Une scène dont l'interprétation relève de la psychologie, psychologie sociale, ou sociologie, et qui m'a laissé perplexe.
Dans le tramway qui dessert successivement la gare des Aubrais et celle d'Orléans, vendredi, début d'après-midi, soleil, temps froid et sec. Places assises disponibles, pas trop de monde.
Contrôle des billets.
Une jeune femme accompagnée d'une petite fille en poussette face à un contrôleur. Ils ont le même âge (un peu plus de vingt ans), pas tout à fait la même couleur de peau mais je ne crois pas que cela ait ici de l'importance.

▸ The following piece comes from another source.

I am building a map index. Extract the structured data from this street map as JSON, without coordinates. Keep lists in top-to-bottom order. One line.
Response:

La jeune femme n'a pas son ticket de tramway: elle a cru, dit-elle, que c'était là la navette entre les deux gares, et son billet SNCF le prouve (mais elle ne le montre pas). Elle n'a pas de documents d'identité, dit-elle. Je ne sais quel est son degré de bonne foi: je pense qu'elle a en effet pu se tromper, bien que ce soit peu probable (à l'arrivée du train, les hauts-parleurs annoncent la présence de la navette pour Orléans sur le quai d'en face). En revanche, je pense qu'elle avait bel et bien ses papiers d'identité.
Le contrôleur lui annonce qu'il doit la bloquer jusqu'à l'arrivée de la police si elle ne lui présente pas une pièce d'identité. La petite fille demande "Qu'est-ce qu'il veut le monsieur?", et la jeune femme s'indigne et se met à l'insulter: "Mais c'est quoi ça? Mais vous êtes con ou quoi?" Le deuxième contrôleur sort du tram. Le contrôleur resté sur place persiste à demander une pièce d'identité, sur le même ton mesuré, et bloque le couloir, cependant que la jeune femme continue de parler haut: "Mais vous avez pas le droit! Me touchez pas!"

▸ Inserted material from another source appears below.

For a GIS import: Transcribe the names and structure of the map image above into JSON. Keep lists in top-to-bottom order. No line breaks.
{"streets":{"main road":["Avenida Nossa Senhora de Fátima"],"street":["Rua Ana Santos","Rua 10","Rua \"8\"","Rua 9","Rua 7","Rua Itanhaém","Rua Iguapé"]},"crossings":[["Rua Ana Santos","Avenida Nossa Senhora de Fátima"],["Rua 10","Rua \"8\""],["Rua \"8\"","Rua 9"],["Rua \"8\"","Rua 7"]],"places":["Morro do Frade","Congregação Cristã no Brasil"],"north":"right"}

Elle parvient à se faufiler, le contrôleur la re-bloque. Finalement, un groupe se forme autour d'eux, un groupe de jeunes gens d'une vingtaine d'année (5 ou 6).

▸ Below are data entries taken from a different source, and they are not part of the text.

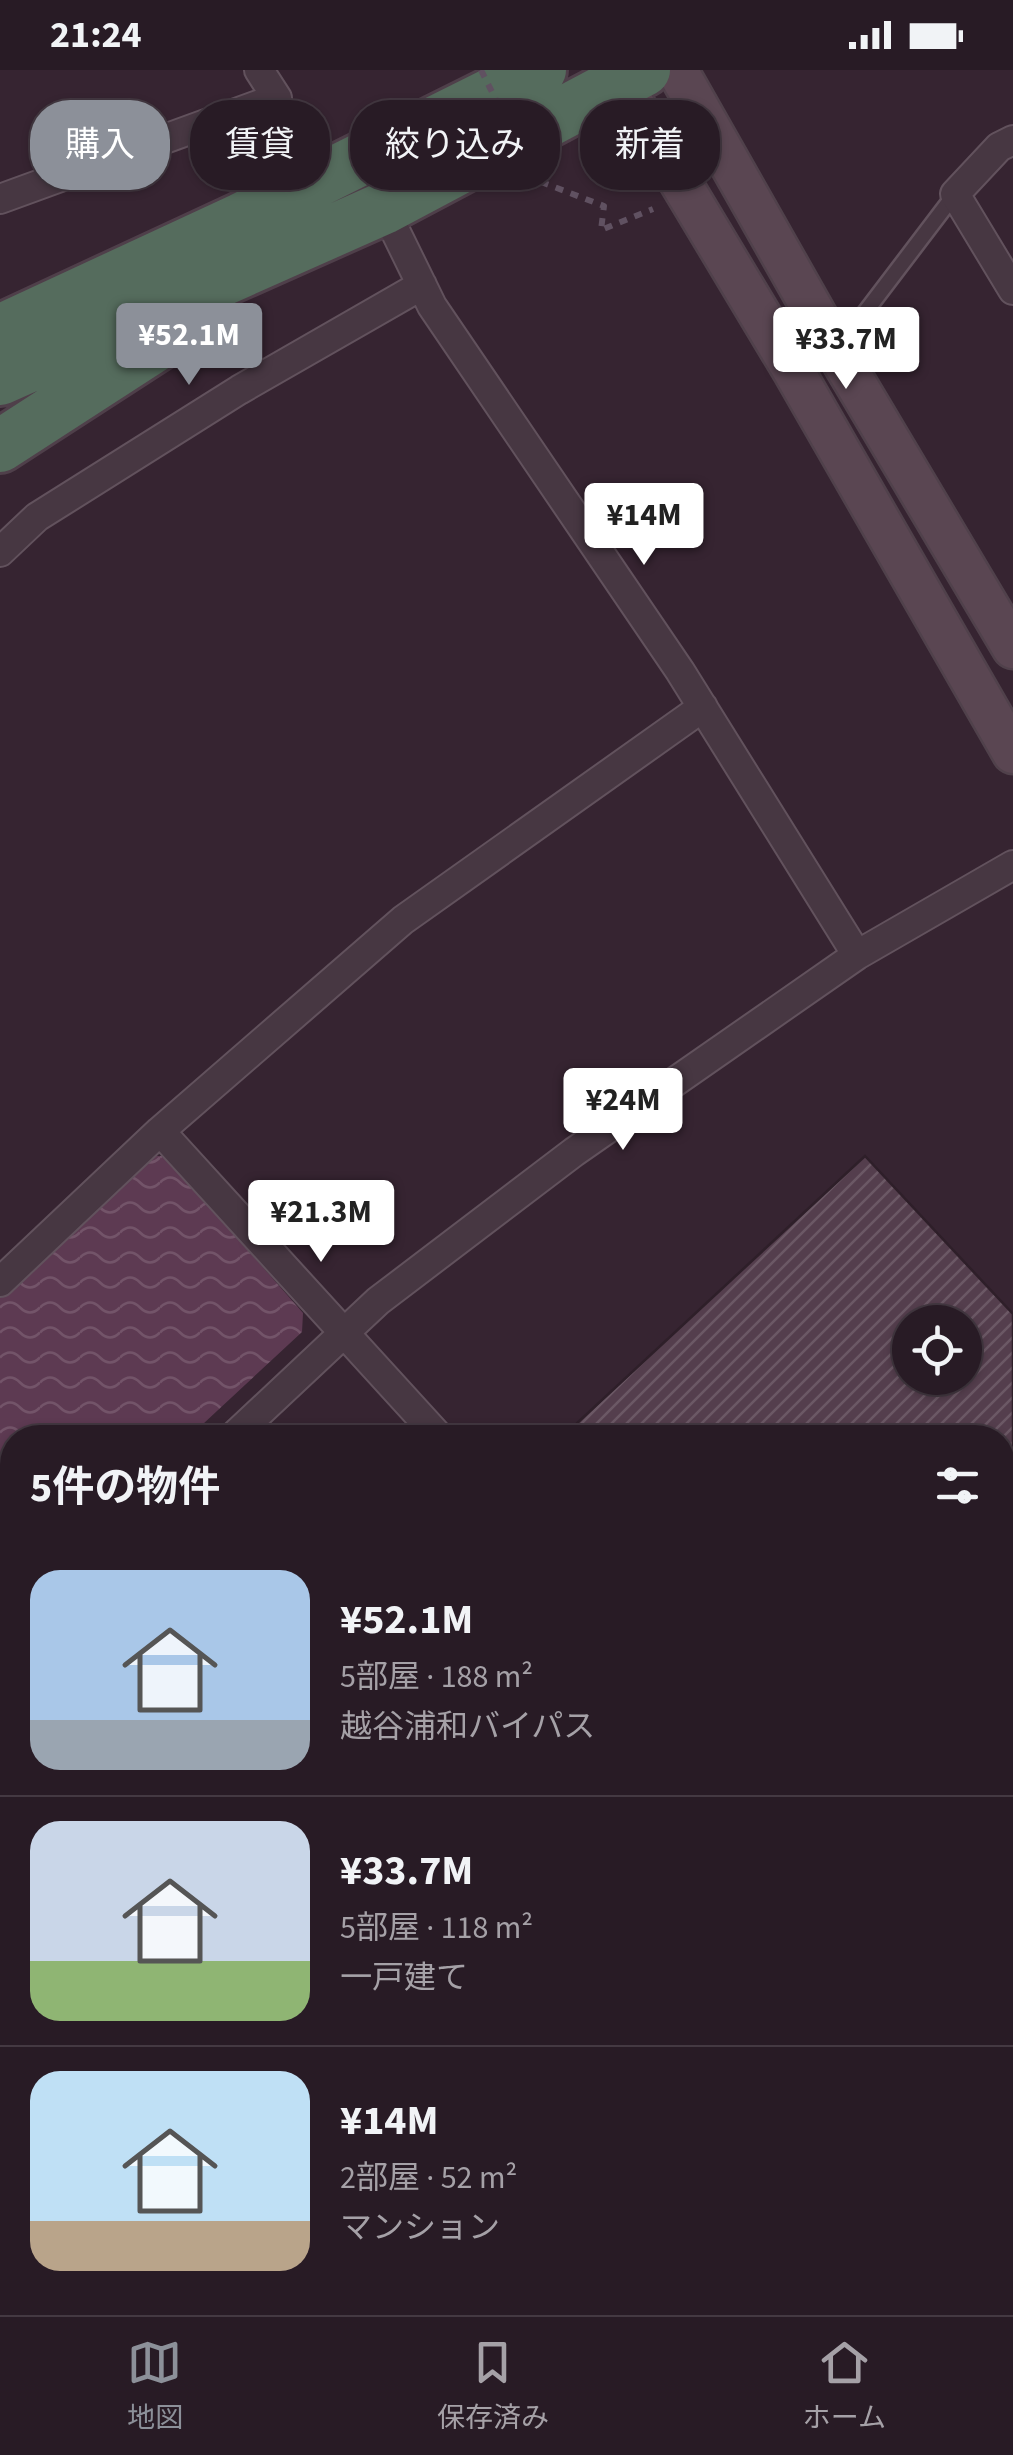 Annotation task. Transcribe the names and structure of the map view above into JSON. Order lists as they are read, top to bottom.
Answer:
{
  "page": {
    "status": "21:24",
    "chip": [
      "購入",
      "賃貸",
      "絞り込み",
      "新着"
    ],
    "price": [
      "¥52.1M",
      "¥33.7M",
      "¥14M",
      "¥24M",
      "¥21.3M"
    ],
    "heading": "5件の物件",
    "list": [
      {
        "name": "¥52.1M",
        "note": "5部屋 · 188 m² · 越谷浦和バイパス"
      },
      {
        "name": "¥33.7M",
        "note": "5部屋 · 118 m² · 一戸建て"
      },
      {
        "name": "¥14M",
        "note": "2部屋 · 52 m² · マンション"
      }
    ],
    "tabs": ["地図", "保存済み", "ホーム"]
  }
}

Si j'avais été le contrôleur, j'aurais laissé tomber à cet instant, mais il insistait et continuait de bloquer la jeune femme. A l'arrêt qui suivit, un jeune homme se précipite et entraîne brutalement le contrôleur hors du tram, la jeune femme suit et le frappe à l'arrière du crâne. Tous les jeunes gens descendent et les entourent. Le tram repart, le jeune contrôleur reste seul entouré d'un groupe hostile qui le bouscule.
Ce qui m'a frappé, c'est la violence de la réaction de cette jeune femme: elle se trouve dans son tort, mais s'indigne qu'on puisse lui appliquer quelque sanction que ce soit - réaction que j'ai observée chez certaines de mes étudiantes, qui exige un très ferme rappel à l'ordre.
La solidarité des jeunes s'est porté vers elle, évidemment, puisque du fond du tramway on l'entendait dénoncer la violence du contrôleur qui ne pipait mot.
Le contrôleur n'a pas mesuré le degré d'hostilité des jeunes passagers, moment où la situation devenait vraiment délicate pour lui.
De mon côté, quarantenaire aspirant à la tranquillité, j'étais partagé. Ce qui m'irritait au plus haut degré c'était les arrêts obligés du tramway à cause du tumulte, alors que j'étais en retard. J'aurais volontiers pris le parti de la jeune femme si le contrôleur avait été incorrect et si elle avait montré un tant soit peu de contrition, fût-elle hypocrite. Mais là je me sentais plutôt du côté de l'ordre établi, puisque cette jeune femme voyageait sans ticket comme s'il était normal, dans la vie, de se servir sans payer, et anormal d'être sanctionné pour cela. Sa tape finale sur l'arrière du crâne du contrôleur m'a franchement déplu. Mais bon, peut-être que je vieillis.
Démission générale. Démission du 2ème contrôleur qui laisse son collègue dans la panade. Démission des passagers en règle qui ne font pas pression sur la resquilleuse, qui la laissent insulter le contrôleur, qui n'interviennent pas lorsque le groupe de jeunes se forme. Démission future du contrôleur qui aura compris que personne ne le défendra. A quoi bon contrôler ? A quoi bon demander le paiement de services ? A quoi bon créer et entretenir des lignes de trams ? Une société qui ne réagit plus aux violations de ses règles n'est plus une société, c'est la jungle.
Rédigé par : Drgoulu | dimanche 13 déc 2009 à 13:58
Bien d'accord avec vous, Dr Goulu, sauf sur un point : la jungle répond à des lois très strictes, comme l'avait très bien compris Rudyard Kipling.